Each entry must be output once more without any change.

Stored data

Content starts

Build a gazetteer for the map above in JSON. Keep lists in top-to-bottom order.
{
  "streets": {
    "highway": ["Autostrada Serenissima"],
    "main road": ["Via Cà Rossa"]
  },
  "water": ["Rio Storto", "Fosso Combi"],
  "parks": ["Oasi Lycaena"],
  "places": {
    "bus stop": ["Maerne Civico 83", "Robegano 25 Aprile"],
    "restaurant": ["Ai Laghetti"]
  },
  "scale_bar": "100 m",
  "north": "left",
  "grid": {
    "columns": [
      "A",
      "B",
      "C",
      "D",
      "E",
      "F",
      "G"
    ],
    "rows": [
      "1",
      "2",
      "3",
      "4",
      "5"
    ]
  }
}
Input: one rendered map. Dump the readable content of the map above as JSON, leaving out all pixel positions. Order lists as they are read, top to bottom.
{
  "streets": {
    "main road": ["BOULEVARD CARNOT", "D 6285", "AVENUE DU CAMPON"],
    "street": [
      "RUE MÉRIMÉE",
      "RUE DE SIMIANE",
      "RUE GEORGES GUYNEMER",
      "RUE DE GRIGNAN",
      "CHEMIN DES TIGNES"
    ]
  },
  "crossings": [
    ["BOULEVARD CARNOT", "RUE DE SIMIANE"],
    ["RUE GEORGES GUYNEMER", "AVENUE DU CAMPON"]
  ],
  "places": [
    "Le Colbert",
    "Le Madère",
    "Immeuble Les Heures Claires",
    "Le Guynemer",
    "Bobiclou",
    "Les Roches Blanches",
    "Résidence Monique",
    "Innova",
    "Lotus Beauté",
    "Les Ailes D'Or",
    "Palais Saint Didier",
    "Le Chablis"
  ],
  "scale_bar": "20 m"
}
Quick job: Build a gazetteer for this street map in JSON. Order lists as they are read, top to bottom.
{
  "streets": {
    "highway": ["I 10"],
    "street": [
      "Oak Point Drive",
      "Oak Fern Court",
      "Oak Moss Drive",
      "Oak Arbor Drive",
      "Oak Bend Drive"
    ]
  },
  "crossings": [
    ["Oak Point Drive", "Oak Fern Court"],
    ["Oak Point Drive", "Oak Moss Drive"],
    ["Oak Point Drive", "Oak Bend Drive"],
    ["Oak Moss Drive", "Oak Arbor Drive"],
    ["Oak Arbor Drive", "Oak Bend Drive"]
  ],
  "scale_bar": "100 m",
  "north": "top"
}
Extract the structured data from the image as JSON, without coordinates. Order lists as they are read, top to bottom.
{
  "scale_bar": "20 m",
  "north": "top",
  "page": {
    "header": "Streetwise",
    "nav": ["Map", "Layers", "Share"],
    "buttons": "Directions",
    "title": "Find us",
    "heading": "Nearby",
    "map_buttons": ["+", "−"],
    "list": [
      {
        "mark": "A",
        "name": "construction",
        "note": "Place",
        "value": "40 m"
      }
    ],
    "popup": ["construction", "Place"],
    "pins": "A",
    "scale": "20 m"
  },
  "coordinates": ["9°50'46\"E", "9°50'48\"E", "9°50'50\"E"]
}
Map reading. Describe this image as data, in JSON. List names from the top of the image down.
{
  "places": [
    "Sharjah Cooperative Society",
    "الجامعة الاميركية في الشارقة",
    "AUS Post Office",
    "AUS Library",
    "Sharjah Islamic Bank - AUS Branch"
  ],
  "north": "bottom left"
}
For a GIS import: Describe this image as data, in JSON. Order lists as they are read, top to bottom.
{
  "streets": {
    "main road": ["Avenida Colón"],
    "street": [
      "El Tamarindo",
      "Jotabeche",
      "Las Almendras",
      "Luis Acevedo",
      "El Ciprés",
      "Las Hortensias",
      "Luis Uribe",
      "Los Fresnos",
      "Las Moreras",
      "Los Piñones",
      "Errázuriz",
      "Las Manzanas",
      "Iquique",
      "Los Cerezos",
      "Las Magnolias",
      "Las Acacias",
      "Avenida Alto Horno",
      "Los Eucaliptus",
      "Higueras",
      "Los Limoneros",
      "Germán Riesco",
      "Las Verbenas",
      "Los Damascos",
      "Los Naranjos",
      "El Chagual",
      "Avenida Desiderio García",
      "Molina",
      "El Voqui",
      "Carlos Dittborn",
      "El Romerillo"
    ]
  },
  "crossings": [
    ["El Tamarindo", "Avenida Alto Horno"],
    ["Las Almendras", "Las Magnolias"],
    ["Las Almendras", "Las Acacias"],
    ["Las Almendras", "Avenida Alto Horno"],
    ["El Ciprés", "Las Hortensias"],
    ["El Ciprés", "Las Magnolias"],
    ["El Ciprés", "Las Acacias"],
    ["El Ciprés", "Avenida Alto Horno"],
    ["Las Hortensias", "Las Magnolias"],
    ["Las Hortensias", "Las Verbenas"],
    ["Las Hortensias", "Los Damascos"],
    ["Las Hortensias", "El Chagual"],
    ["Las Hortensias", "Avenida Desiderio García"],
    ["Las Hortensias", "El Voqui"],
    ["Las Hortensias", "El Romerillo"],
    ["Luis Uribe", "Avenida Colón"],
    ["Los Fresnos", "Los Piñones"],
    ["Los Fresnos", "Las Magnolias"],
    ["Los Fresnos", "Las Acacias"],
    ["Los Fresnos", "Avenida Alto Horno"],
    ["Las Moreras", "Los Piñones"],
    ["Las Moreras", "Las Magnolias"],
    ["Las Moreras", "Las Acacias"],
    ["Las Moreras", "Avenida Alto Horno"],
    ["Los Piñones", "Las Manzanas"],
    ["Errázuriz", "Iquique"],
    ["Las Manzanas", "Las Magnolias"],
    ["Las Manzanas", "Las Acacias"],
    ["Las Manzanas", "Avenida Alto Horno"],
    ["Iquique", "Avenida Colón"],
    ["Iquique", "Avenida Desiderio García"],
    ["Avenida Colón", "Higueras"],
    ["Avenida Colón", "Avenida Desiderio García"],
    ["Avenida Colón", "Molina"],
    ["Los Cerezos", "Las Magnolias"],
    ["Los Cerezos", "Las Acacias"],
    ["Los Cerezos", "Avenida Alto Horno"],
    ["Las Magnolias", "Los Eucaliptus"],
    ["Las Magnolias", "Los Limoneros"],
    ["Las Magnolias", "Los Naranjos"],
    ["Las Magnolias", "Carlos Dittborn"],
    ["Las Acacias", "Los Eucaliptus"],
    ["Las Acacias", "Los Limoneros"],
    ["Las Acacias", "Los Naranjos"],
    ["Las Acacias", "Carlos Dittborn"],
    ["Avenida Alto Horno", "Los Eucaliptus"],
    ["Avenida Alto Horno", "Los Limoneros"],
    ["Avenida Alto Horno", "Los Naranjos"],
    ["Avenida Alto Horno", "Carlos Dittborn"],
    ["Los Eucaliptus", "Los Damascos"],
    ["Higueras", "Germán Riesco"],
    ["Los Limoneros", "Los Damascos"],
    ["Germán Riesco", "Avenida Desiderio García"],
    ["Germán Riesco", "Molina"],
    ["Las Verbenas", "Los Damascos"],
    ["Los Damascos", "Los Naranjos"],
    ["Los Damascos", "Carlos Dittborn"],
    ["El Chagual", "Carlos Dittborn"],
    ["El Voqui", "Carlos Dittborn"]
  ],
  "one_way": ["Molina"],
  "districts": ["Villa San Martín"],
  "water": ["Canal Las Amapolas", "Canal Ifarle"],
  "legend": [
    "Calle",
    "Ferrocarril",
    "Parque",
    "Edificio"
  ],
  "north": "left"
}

Content ends

__Output for this task__:
Build a gazetteer for the map above in JSON. Keep lists in top-to-bottom order.
{
  "streets": {
    "highway": ["Autostrada Serenissima"],
    "main road": ["Via Cà Rossa"]
  },
  "water": ["Rio Storto", "Fosso Combi"],
  "parks": ["Oasi Lycaena"],
  "places": {
    "bus stop": ["Maerne Civico 83", "Robegano 25 Aprile"],
    "restaurant": ["Ai Laghetti"]
  },
  "scale_bar": "100 m",
  "north": "left",
  "grid": {
    "columns": [
      "A",
      "B",
      "C",
      "D",
      "E",
      "F",
      "G"
    ],
    "rows": [
      "1",
      "2",
      "3",
      "4",
      "5"
    ]
  }
}
Input: one rendered map. Dump the readable content of the map above as JSON, leaving out all pixel positions. Order lists as they are read, top to bottom.
{
  "streets": {
    "main road": ["BOULEVARD CARNOT", "D 6285", "AVENUE DU CAMPON"],
    "street": [
      "RUE MÉRIMÉE",
      "RUE DE SIMIANE",
      "RUE GEORGES GUYNEMER",
      "RUE DE GRIGNAN",
      "CHEMIN DES TIGNES"
    ]
  },
  "crossings": [
    ["BOULEVARD CARNOT", "RUE DE SIMIANE"],
    ["RUE GEORGES GUYNEMER", "AVENUE DU CAMPON"]
  ],
  "places": [
    "Le Colbert",
    "Le Madère",
    "Immeuble Les Heures Claires",
    "Le Guynemer",
    "Bobiclou",
    "Les Roches Blanches",
    "Résidence Monique",
    "Innova",
    "Lotus Beauté",
    "Les Ailes D'Or",
    "Palais Saint Didier",
    "Le Chablis"
  ],
  "scale_bar": "20 m"
}
Quick job: Build a gazetteer for this street map in JSON. Order lists as they are read, top to bottom.
{
  "streets": {
    "highway": ["I 10"],
    "street": [
      "Oak Point Drive",
      "Oak Fern Court",
      "Oak Moss Drive",
      "Oak Arbor Drive",
      "Oak Bend Drive"
    ]
  },
  "crossings": [
    ["Oak Point Drive", "Oak Fern Court"],
    ["Oak Point Drive", "Oak Moss Drive"],
    ["Oak Point Drive", "Oak Bend Drive"],
    ["Oak Moss Drive", "Oak Arbor Drive"],
    ["Oak Arbor Drive", "Oak Bend Drive"]
  ],
  "scale_bar": "100 m",
  "north": "top"
}
Extract the structured data from the image as JSON, without coordinates. Order lists as they are read, top to bottom.
{
  "scale_bar": "20 m",
  "north": "top",
  "page": {
    "header": "Streetwise",
    "nav": ["Map", "Layers", "Share"],
    "buttons": "Directions",
    "title": "Find us",
    "heading": "Nearby",
    "map_buttons": ["+", "−"],
    "list": [
      {
        "mark": "A",
        "name": "construction",
        "note": "Place",
        "value": "40 m"
      }
    ],
    "popup": ["construction", "Place"],
    "pins": "A",
    "scale": "20 m"
  },
  "coordinates": ["9°50'46\"E", "9°50'48\"E", "9°50'50\"E"]
}
Map reading. Describe this image as data, in JSON. List names from the top of the image down.
{
  "places": [
    "Sharjah Cooperative Society",
    "الجامعة الاميركية في الشارقة",
    "AUS Post Office",
    "AUS Library",
    "Sharjah Islamic Bank - AUS Branch"
  ],
  "north": "bottom left"
}
For a GIS import: Describe this image as data, in JSON. Order lists as they are read, top to bottom.
{
  "streets": {
    "main road": ["Avenida Colón"],
    "street": [
      "El Tamarindo",
      "Jotabeche",
      "Las Almendras",
      "Luis Acevedo",
      "El Ciprés",
      "Las Hortensias",
      "Luis Uribe",
      "Los Fresnos",
      "Las Moreras",
      "Los Piñones",
      "Errázuriz",
      "Las Manzanas",
      "Iquique",
      "Los Cerezos",
      "Las Magnolias",
      "Las Acacias",
      "Avenida Alto Horno",
      "Los Eucaliptus",
      "Higueras",
      "Los Limoneros",
      "Germán Riesco",
      "Las Verbenas",
      "Los Damascos",
      "Los Naranjos",
      "El Chagual",
      "Avenida Desiderio García",
      "Molina",
      "El Voqui",
      "Carlos Dittborn",
      "El Romerillo"
    ]
  },
  "crossings": [
    ["El Tamarindo", "Avenida Alto Horno"],
    ["Las Almendras", "Las Magnolias"],
    ["Las Almendras", "Las Acacias"],
    ["Las Almendras", "Avenida Alto Horno"],
    ["El Ciprés", "Las Hortensias"],
    ["El Ciprés", "Las Magnolias"],
    ["El Ciprés", "Las Acacias"],
    ["El Ciprés", "Avenida Alto Horno"],
    ["Las Hortensias", "Las Magnolias"],
    ["Las Hortensias", "Las Verbenas"],
    ["Las Hortensias", "Los Damascos"],
    ["Las Hortensias", "El Chagual"],
    ["Las Hortensias", "Avenida Desiderio García"],
    ["Las Hortensias", "El Voqui"],
    ["Las Hortensias", "El Romerillo"],
    ["Luis Uribe", "Avenida Colón"],
    ["Los Fresnos", "Los Piñones"],
    ["Los Fresnos", "Las Magnolias"],
    ["Los Fresnos", "Las Acacias"],
    ["Los Fresnos", "Avenida Alto Horno"],
    ["Las Moreras", "Los Piñones"],
    ["Las Moreras", "Las Magnolias"],
    ["Las Moreras", "Las Acacias"],
    ["Las Moreras", "Avenida Alto Horno"],
    ["Los Piñones", "Las Manzanas"],
    ["Errázuriz", "Iquique"],
    ["Las Manzanas", "Las Magnolias"],
    ["Las Manzanas", "Las Acacias"],
    ["Las Manzanas", "Avenida Alto Horno"],
    ["Iquique", "Avenida Colón"],
    ["Iquique", "Avenida Desiderio García"],
    ["Avenida Colón", "Higueras"],
    ["Avenida Colón", "Avenida Desiderio García"],
    ["Avenida Colón", "Molina"],
    ["Los Cerezos", "Las Magnolias"],
    ["Los Cerezos", "Las Acacias"],
    ["Los Cerezos", "Avenida Alto Horno"],
    ["Las Magnolias", "Los Eucaliptus"],
    ["Las Magnolias", "Los Limoneros"],
    ["Las Magnolias", "Los Naranjos"],
    ["Las Magnolias", "Carlos Dittborn"],
    ["Las Acacias", "Los Eucaliptus"],
    ["Las Acacias", "Los Limoneros"],
    ["Las Acacias", "Los Naranjos"],
    ["Las Acacias", "Carlos Dittborn"],
    ["Avenida Alto Horno", "Los Eucaliptus"],
    ["Avenida Alto Horno", "Los Limoneros"],
    ["Avenida Alto Horno", "Los Naranjos"],
    ["Avenida Alto Horno", "Carlos Dittborn"],
    ["Los Eucaliptus", "Los Damascos"],
    ["Higueras", "Germán Riesco"],
    ["Los Limoneros", "Los Damascos"],
    ["Germán Riesco", "Avenida Desiderio García"],
    ["Germán Riesco", "Molina"],
    ["Las Verbenas", "Los Damascos"],
    ["Los Damascos", "Los Naranjos"],
    ["Los Damascos", "Carlos Dittborn"],
    ["El Chagual", "Carlos Dittborn"],
    ["El Voqui", "Carlos Dittborn"]
  ],
  "one_way": ["Molina"],
  "districts": ["Villa San Martín"],
  "water": ["Canal Las Amapolas", "Canal Ifarle"],
  "legend": [
    "Calle",
    "Ferrocarril",
    "Parque",
    "Edificio"
  ],
  "north": "left"
}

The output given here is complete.